Mia’s lack of consciousness of her Blackness (it’s a nonissue beyond maybe the first few chapters) is very much in line with the ‘typical teenager” take on her story, I felt that I would’ve appreciated more nods to her and her sisters’ Black identities and how it affects their lives. I’m torn between wanting more direct nods to her Blackness in the text and recognizing that that would’ve had a great potential to go badly.

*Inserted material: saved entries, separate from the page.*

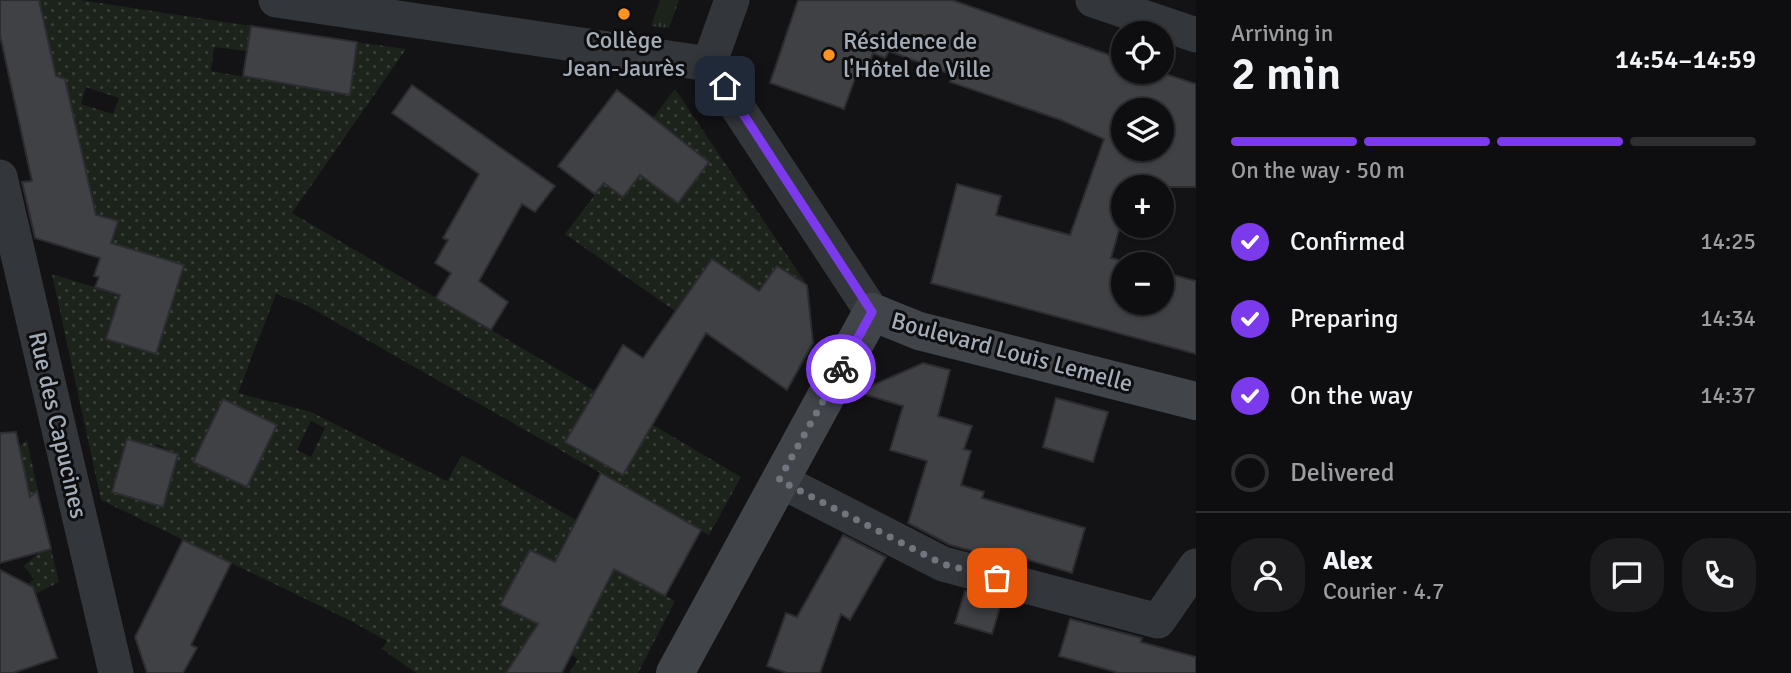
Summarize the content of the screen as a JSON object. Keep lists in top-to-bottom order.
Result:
{
  "streets": {
    "street": ["Boulevard Louis Lemelle", "Rue des Capucines"]
  },
  "places": ["Collège Jean-Jaurès", "Résidence de l'Hôtel de Ville"],
  "page": {
    "heading": ["2 min", "Arriving in", "14:54–14:59"],
    "panel": ["Alex", "Courier · 4.7"],
    "map_buttons": ["+", "−"],
    "bar": "On the way · 50 m",
    "list": [
      ["Confirmed", "14:25"],
      ["Preparing", "14:34"],
      ["On the way", "14:37"],
      "Delivered"
    ]
  }
}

All About Mia was a good book for me. I read it in several sittings because it was just such an intense read that reminded me of my own youth. I enjoyed it, despite some rough moments in the way that Mia’s drinking was almost… triggering at times (which is literally a “me” problem).

Also, the last like… three chapters made me cry because Mia and her sisters (and Sam, Grace’s boyfriend) really are such good characters and I want them to be happy forever.

Crying at the end of a book because you enjoyed it so much is always a bonus, I’d say.